(Stored items)
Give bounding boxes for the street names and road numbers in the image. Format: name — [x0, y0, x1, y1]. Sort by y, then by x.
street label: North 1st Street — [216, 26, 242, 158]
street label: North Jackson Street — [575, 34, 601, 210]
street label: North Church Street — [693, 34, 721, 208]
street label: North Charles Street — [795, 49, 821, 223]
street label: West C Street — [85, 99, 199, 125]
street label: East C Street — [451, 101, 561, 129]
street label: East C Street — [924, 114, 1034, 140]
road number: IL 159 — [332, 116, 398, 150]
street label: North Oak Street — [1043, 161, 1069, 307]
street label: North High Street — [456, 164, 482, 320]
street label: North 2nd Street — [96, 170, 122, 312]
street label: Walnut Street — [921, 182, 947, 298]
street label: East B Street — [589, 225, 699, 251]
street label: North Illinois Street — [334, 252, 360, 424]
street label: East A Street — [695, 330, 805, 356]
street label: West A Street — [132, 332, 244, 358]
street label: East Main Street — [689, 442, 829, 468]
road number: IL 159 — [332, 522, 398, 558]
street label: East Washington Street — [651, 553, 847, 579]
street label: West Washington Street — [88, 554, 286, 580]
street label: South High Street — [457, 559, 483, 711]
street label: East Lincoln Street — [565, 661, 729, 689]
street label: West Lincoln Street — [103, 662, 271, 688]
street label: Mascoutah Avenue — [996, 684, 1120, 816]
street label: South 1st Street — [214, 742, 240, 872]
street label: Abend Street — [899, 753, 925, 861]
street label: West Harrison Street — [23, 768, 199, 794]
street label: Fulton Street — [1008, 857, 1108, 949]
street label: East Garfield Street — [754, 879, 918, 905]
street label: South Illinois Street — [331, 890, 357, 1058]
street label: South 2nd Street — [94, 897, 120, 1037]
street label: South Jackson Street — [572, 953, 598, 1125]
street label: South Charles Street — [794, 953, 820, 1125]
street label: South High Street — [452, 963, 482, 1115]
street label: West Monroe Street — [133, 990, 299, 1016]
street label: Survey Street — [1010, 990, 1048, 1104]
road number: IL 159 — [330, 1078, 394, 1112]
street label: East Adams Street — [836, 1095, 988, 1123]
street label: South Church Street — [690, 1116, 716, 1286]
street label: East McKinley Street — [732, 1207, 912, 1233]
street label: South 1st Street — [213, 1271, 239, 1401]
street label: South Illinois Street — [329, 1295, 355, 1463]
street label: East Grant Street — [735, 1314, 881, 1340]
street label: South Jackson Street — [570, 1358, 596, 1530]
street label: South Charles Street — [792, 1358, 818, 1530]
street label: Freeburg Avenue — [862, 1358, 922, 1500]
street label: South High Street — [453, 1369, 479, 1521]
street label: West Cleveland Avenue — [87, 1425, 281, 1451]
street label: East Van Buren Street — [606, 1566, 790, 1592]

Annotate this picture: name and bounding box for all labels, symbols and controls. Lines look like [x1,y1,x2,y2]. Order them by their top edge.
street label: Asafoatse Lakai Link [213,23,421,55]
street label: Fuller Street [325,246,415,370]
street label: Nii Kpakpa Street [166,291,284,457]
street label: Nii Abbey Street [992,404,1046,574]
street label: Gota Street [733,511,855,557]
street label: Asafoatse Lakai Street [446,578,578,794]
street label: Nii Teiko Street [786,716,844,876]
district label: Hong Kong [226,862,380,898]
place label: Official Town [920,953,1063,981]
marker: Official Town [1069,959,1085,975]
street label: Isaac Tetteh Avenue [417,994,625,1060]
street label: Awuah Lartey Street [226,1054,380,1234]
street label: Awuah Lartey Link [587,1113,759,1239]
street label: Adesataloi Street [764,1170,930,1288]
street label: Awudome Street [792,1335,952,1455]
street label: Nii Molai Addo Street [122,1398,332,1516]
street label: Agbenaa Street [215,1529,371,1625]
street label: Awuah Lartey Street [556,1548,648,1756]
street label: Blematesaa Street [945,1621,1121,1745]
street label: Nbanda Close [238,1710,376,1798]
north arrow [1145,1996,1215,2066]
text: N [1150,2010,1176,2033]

* **Your goal**
Check each line of the data above for the word "East" and say how many lines contain it, giving nothing besides the number.

* **Written reply**
12